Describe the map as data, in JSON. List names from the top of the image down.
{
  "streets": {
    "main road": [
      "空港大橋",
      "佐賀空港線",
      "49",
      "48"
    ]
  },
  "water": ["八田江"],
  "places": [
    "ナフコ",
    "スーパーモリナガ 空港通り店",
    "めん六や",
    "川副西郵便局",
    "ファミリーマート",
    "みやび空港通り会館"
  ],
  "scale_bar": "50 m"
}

================================

=== WHAT NEEDS TO BE DONE ===
Your task is to copy all of the entries exactly.

=== REPLY TO THE TASK ===
Describe the map as data, in JSON. List names from the top of the image down.
{
  "streets": {
    "main road": [
      "空港大橋",
      "佐賀空港線",
      "49",
      "48"
    ]
  },
  "water": ["八田江"],
  "places": [
    "ナフコ",
    "スーパーモリナガ 空港通り店",
    "めん六や",
    "川副西郵便局",
    "ファミリーマート",
    "みやび空港通り会館"
  ],
  "scale_bar": "50 m"
}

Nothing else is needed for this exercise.